The applicant remains subject to an investigation of his conduct by the Board and would no doubt be mindful that any further failure on his part to adhere to proper professional standards would be of great interest to those investigating his conduct.
On all the material, I assess the risk of the applicant engaging in further boundary violations as being low. As to the seriousness of the consequences if the risk was to eventuate, I accept the submissions by the Board that they would potentially be of great significance. One only has to look at the consequences of the applicant’s conduct upon Mr and Mrs P to reach that conclusion. Mrs P’s distress, as a consequence of the applicant’s conduct, continued after her meeting with the applicant and his wife. She felt unsafe in her home and was tearful. She sought medical assistance for emotional issues and needed the emotional support of other persons sleeping at her home. Mrs P states that Mr P felt guilty, and it is reasonable to infer, as submitted on behalf of the Board, that his confidence in medical practitioners would have been shaken, if not irreparably damaged.
Taking into account the likelihood of the risk eventuating and the seriousness of the consequences if it was to, I do not find that the material provides a sufficient basis for the formation of a reasonable belief that the applicant presents a serious risk to persons, so as to provide the power to take immediate action, by way of suspension of the applicant’s registration or the imposition of conditions upon his registration.

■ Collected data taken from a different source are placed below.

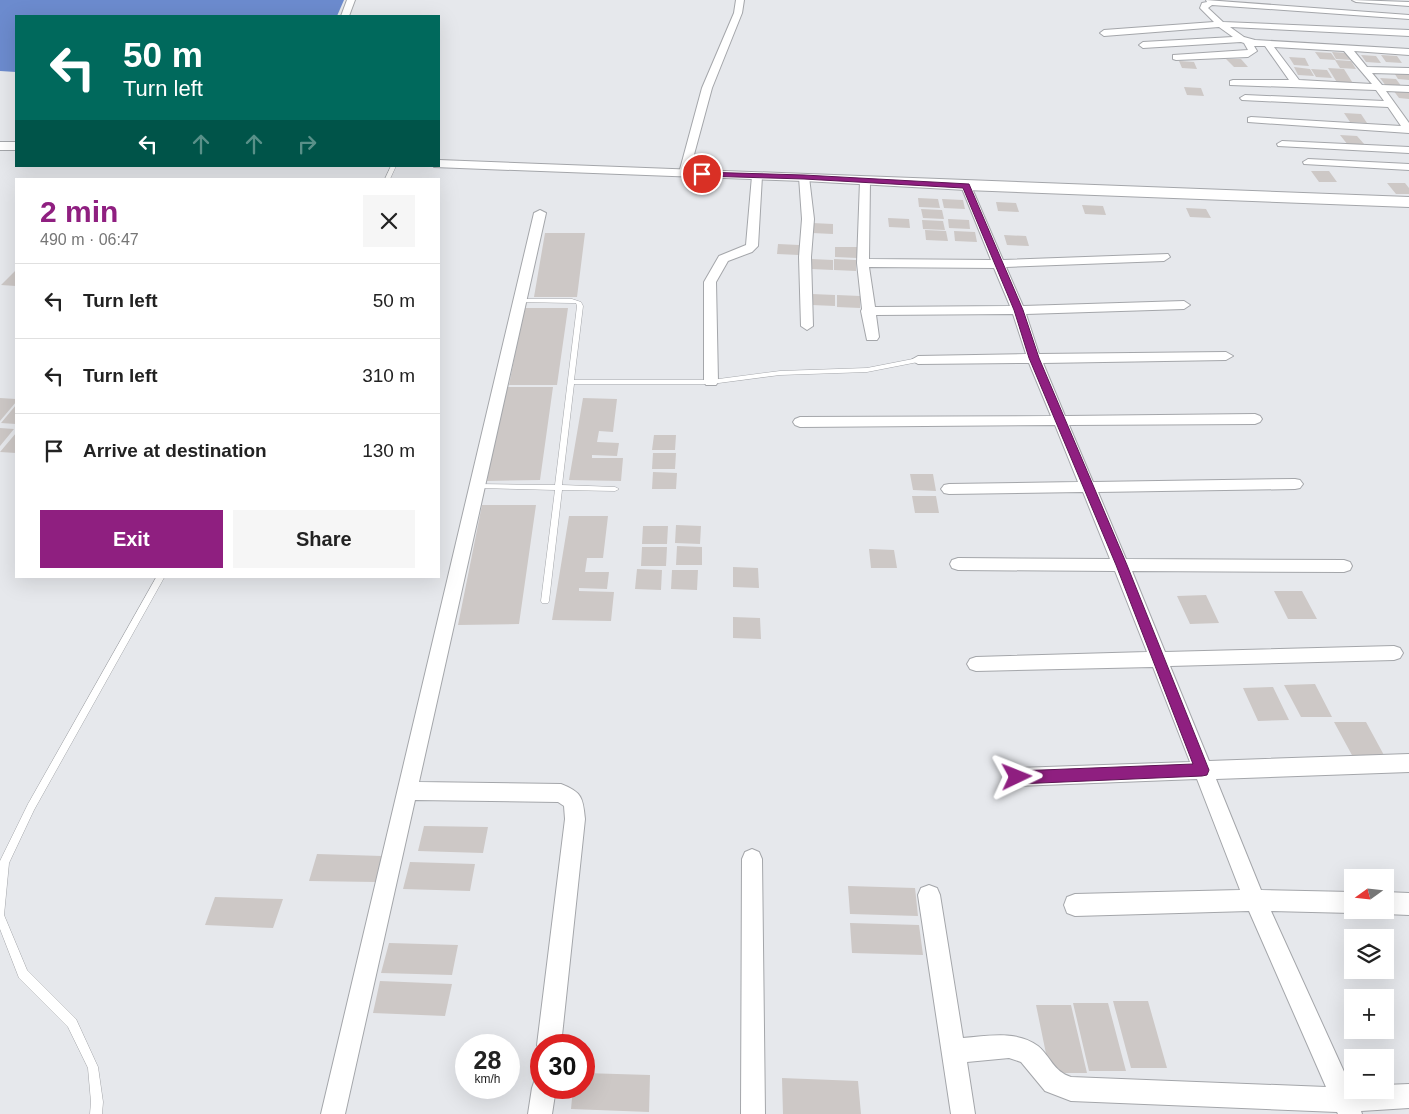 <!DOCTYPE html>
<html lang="en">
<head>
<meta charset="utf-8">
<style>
	body { margin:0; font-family:Helvetica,sans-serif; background:#f6f6f6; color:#222; height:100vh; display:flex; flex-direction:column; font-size:19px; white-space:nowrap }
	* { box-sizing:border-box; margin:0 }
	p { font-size:16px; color:#767676 }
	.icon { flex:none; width:28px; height:28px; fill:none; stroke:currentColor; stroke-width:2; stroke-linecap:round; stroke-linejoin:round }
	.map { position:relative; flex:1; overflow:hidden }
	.side { position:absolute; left:15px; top:178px; width:425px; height:400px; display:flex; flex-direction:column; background:#fff; border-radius:0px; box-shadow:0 5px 20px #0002 }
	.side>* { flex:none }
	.top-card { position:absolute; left:15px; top:15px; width:425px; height:152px; border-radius:0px; box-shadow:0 5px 20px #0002; background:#00695c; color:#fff; overflow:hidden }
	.needle { width:32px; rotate:255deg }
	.tools { position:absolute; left:1344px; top:869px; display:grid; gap:10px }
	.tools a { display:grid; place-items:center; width:50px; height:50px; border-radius:0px; background:#fff; box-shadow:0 5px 20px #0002; font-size:25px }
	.speed { position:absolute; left:455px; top:1034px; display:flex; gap:10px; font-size:25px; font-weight:700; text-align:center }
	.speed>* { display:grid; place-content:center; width:65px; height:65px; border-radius:50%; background:#fff; box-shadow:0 5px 20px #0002; line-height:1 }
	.speed small { font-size:12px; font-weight:400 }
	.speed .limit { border:8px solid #d22; background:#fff; color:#111 }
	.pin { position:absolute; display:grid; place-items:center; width:42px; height:42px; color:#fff; margin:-21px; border:2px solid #fff; border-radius:50%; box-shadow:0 1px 5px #0007 }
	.me { position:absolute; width:55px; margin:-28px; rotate:88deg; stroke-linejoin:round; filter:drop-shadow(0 0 4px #0008) }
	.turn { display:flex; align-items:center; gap:18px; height:105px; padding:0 25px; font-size:22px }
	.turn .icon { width:65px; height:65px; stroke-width:2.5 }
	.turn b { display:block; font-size:35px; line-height:42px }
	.lanes { display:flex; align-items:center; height:48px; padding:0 25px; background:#0003; justify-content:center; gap:25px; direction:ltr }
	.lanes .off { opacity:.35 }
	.round { display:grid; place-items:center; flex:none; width:52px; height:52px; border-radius:0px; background:#f6f6f6 }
	.head { display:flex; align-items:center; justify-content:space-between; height:85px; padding:0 25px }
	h1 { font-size:30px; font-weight:600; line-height:38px; color:#8f1f80 }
	.button { display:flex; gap:10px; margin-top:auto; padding:10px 25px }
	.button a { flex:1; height:58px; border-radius:0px; background:#8f1f80; color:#fff; font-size:20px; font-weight:600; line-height:58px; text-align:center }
	.button a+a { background:#f6f6f6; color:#222 }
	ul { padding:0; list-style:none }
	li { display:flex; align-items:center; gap:15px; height:75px; padding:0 25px; border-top:1px solid #e0e0e0 }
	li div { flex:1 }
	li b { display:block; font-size:19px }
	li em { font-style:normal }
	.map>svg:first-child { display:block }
	.water { fill:#6c8bce }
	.building { fill:#cdc8c6 }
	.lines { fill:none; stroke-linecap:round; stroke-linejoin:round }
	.lane-casing { stroke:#a4a6aa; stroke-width:1 }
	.street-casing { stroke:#a4a6aa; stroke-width:2 }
	.secondary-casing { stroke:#a4a6aa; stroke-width:2 }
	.lane { fill:#fff; fill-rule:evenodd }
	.street { fill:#fff; fill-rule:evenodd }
	.secondary { fill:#fff; fill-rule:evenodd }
	.route { fill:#8f1f80; stroke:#5d1453 }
</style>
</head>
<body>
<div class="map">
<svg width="1409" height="1114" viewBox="0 0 1409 1114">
	<rect width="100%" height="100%" fill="#e6e8ec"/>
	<path class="water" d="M0 0H344L337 16H16V72L0 71Z"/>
	<path class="building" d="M1315 52 1331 53 1336 60 1320 59Z
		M1332 52 1347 53 1352 60 1336 59Z
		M1361 55 1376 56 1381 63 1366 62Z
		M1381 55 1397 56 1402 63 1386 62Z
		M1289 57 1305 58 1309 66 1294 65Z
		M1226 59H1241L1248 67H1234Z
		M1335 60 1351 61 1356 69 1340 68Z
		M1179 61 1194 62 1197 69 1182 68Z
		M1294 67 1310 69 1314 76 1298 75Z
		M1328 68 1344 69 1354 85 1338 84Z
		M1311 69 1327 70 1332 78 1316 77Z
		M1393 71 1409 73V80L1398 79Z
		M1380 78 1396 79 1402 87 1386 86Z
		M1184 87 1201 88 1204 96 1187 95Z
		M1393 90 1409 91V99L1399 98Z
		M1344 113 1361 114 1367 123 1350 122Z
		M1340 135 1357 136 1365 145H1348Z
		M1311 171H1329L1337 182H1319Z
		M1387 183H1405L1409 188V194H1396Z
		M918 198 938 199 940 208 919 207Z
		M942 199 963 200 965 209 944 208Z
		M996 202 1016 203 1019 212 998 211Z
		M1082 205 1103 206 1106 215 1085 214Z
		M1186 208 1206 209 1211 218 1190 217Z
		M921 209 942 210 944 219 923 218Z
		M888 218 909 219 910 228 889 227Z
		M948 219 969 220 970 229 949 228Z
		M922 220 943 221 945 230 923 229Z
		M812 223 833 224V234L812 233Z
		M925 230 946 231 948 241 926 240Z
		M954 231 975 232 977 242 955 241Z
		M545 233H585L577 297H534Z
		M1004 235 1026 236 1029 246 1007 245Z
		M778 244 799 245V255L777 254Z
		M835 247H857V258L835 257Z
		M811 259 833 260V270L811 269Z
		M834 259 856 260V271L834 270Z
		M16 270V286L1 285Z
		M812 294 835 295V306L812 305Z
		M837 295 860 296V308L837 307Z
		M524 308H568L557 385H509Z
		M505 387H553L540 480 487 481Z
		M0 398 16 399V402L0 421Z
		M583 398 617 399 613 432 599 431 597 442 619 443 617 456 592 455V458H623L621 481 569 480Z
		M16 405V424L1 423Z
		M0 428 14 429 0 446Z
		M16 433V453L0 452Z
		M654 435H676L675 450H652Z
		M653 453H676L675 469H652Z
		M653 472 677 473 676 489H652Z
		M910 474H933L936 491 913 490Z
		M912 496H936L939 513H915Z
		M482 505H536L519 624 458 625Z
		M569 516H608L603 558H587L585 572H609L607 589 579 588V591L614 592 611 621 552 620Z
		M676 525 701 526 700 544 675 543Z
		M643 526H668L667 544H642Z
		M677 546 702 547V565H676Z
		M642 547H667L666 566H641Z
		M869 549 894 550 897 568H871Z
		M733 567 758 568 759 588 733 587Z
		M637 569 662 570 661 590 635 589Z
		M672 570H698L697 590 671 589Z
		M1274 591H1302L1317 619H1288Z
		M1206 595 1219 623 1190 624 1177 596Z
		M733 617 760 618 761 639 733 638Z
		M1315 684 1332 717H1301L1284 685Z
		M1273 687 1289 720 1258 721 1243 688Z
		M1334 722H1366L1385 757H1353Z
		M424 826 488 827 483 853 418 851Z
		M317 854 382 856 376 882 309 881Z
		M410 862 475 864 470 891 403 889Z
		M848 886 915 888 918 916 850 914Z
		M215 897 283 899 273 928 205 925Z
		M850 923 919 925 923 955 852 953Z
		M389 943 458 945 452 975 381 973Z
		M380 981 452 984 445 1016 373 1013Z
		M1113 1001H1148L1167 1068H1131Z
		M1073 1003H1108L1126 1071H1089Z
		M1036 1005H1071L1087 1073H1050Z
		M584 1073 650 1075 649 1112 571 1109 573 1088H584Z
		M782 1078 858 1081 861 1114H783Z"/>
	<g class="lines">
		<g class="lane-casing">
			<path id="lane" d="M391 166H396L390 179H385Z
				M520 299H572L581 302 583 306 574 380H711L780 371 867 368 918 358 921 360 918 362 867 372 780 375 711 384H574L562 485 615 487 619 489 615 491 562 490 549 601 548 603H542L541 601 555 490 477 488 473 486 477 484 555 485 577 306 576 303H572L518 302 517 301Z
				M157 576H165L34 810 9 863 4 915 27 970 76 1019 98 1067 103 1102 102 1114H90L91 1102 88 1068 68 1027 19 978 0 929V861L28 804Z"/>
		</g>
		<g class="street-casing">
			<path id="street" d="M347 0H355L349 16H341Z
				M736 0H744L742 13 712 88 689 173 684 176 680 175 679 173 702 88 734 13Z
				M1206 0 1409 15V19L1212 5 1208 8 1223 22 1409 30V36L1230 27 1244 37 1255 40 1409 49V55L1354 51 1367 67 1409 68V74L1372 73 1382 85 1409 86V92L1386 91 1409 123V133L1248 122V118L1251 117 1401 126 1388 107 1242 100 1240 98 1245 95 1384 101 1376 90 1230 85V81L1233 80H1289L1265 46H1254L1257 51 1248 57 1176 60 1173 59V55L1248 50 1244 43 1241 42 1143 48 1139 45 1143 42 1233 37 1219 27 1104 36 1100 33 1104 30 1214 22 1200 8 1202 3 1207 2ZM1274 47 1344 51 1372 84 1299 80Z
				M1352 0 1409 2V6L1356 2Z
				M1282 141 1409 147V153L1278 146 1277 144Z
				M1308 159 1409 164V170L1304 164 1303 162Z
				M757 173 762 176 758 246 752 252 728 261 716 282 718 382 716 385H706L704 382V282L719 256 746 245 752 176Z
				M804 174 809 177 814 219 811 257 813 326 807 330 801 326 799 257 802 219 799 177Z
				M865 178 870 181 869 259 991 260 961 186 966 183 971 186 1003 260 1168 254 1170 257 1164 261 1006 267 1023 306 1184 301 1190 305 1184 309 1026 314 1039 354 1226 352 1233 356 1226 360 1043 363 1065 416 1255 414 1260 416 1262 419 1260 422 1255 424 1069 425 1093 482 1295 479 1300 480 1303 484 1300 488 1295 489 1098 492 1126 559 1344 560 1350 562 1352 566 1350 570 1344 572 1132 571 1165 652 1394 646 1400 648 1403 653 1400 658 1394 660 1170 666 1209 761 1409 754V772L1216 779 1261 890 1352 892V910H1358L1352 913 1271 911 1351 1087H1352V1090H1385V1085L1409 1084V1108L1361 1111 1362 1114H1338L1337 1112 1071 1101 1045 1091 1021 1062 1009 1058 967 1062 975 1114H951L918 895 921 888 929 885 937 888 940 895 963 1038C987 1036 1017 1030 1038 1046 1051 1057 1053 1071 1071 1077L1326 1087 1249 911 1075 916 1067 913 1064 905 1067 897 1075 894 1240 890 1197 779 1017 786 1010 783 1007 777 1010 771 1017 768 1190 762 1153 667 976 671 970 669 967 664 970 659 976 657 1147 652 1115 571 958 570 952 568 950 564 952 560 958 558 1110 559 1083 492 949 494 944 493 941 489 944 485 949 484 1078 482 1055 425 800 427 795 425 793 422 795 419 800 417 1051 416 1029 363 918 364 911 360 918 356 1026 354 1013 314 876 315 879 337 877 340H867L861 311 862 309 857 263 860 181ZM869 267 994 268 1010 306 875 307Z
				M540 210 546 213 419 782 561 784C582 792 583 798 585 819L561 1045H541V1054L537 1045 565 819 564 806 558 802 415 800 345 1114H321L534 213Z
				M752 849 759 852 762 859 765 1114H741L742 859 745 852Z
				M1385 892 1409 893V915L1385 914 1377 910H1385Z
				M541 1077V1088H556L552 1114H528L532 1088 535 1079Z"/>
		</g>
		<g class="secondary-casing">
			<path id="secondary" d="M0 142H16V150H0Z
				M439 160 1409 197V207L966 190 804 181 434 167 439 166Z"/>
		</g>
		<use href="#lane" class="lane"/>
		<use href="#street" class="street"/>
		<use href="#secondary" class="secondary"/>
	</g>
	<path class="route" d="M700 172 804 175 969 184 1023 310 1039 358 1127 565 1209 770 1207 775 1202 776 1017 784 1012 782 1010 777 1012 773 1017 771 1193 764 1116 565 1029 358 1014 310 963 188 804 179 702 176 700 175Z"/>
</svg>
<div class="tools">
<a><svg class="needle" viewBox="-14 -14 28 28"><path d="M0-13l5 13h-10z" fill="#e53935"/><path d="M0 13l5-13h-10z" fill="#767676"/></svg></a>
<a><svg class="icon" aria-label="layers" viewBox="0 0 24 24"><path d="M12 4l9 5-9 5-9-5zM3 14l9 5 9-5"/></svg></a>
<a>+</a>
<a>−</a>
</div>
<div class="speed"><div>28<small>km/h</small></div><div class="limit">30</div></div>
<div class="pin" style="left:702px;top:174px;background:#d93025"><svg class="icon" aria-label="arrive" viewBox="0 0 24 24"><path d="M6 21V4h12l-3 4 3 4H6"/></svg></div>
<svg class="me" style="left:1017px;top:777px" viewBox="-20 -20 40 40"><path d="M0-17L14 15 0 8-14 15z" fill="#8f1f80" stroke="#fff" stroke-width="4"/></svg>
<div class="top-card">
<div class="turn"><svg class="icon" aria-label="left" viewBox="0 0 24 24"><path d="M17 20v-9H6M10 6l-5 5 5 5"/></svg><div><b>50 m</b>Turn left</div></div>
<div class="lanes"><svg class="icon" aria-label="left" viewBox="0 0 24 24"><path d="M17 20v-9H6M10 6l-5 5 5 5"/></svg><svg class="icon off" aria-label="ahead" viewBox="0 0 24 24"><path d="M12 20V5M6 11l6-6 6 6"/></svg><svg class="icon off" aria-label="ahead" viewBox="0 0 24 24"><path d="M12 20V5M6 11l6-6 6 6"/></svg><svg class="icon off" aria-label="right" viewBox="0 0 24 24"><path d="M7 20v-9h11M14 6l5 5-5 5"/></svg></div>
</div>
<section class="side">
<div class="head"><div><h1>2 min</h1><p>490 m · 06:47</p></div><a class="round"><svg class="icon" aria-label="close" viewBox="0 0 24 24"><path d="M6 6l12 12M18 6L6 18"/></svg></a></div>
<ul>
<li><svg class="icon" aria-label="left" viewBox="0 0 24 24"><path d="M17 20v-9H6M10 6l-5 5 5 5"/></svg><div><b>Turn left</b></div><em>50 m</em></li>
<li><svg class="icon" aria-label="left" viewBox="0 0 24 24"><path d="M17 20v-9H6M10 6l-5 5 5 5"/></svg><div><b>Turn left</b></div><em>310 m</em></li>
<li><svg class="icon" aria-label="arrive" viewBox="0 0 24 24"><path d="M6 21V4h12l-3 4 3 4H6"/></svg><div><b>Arrive at destination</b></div><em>130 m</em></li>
</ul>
<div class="button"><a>Exit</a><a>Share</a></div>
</section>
</div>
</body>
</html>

It is clear from the reasons of the Board that the sole basis for taking immediate action was a finding of serious risk, pursuant to section 156(1)(a) of the National Law. The Board did not decide that there was a further basis for taking immediate action otherwise in the public interest pursuant to section 156(1)(e) of the National Law. During the proceedings before the Tribunal, the Board did not contend that there was any consideration distinct from the serious risk which might go to the public interest and justify immediate action.
In my view, the correct and preferable decision is to order that the decision of the Medical Board of Australia of 15 March 2021 is set aside.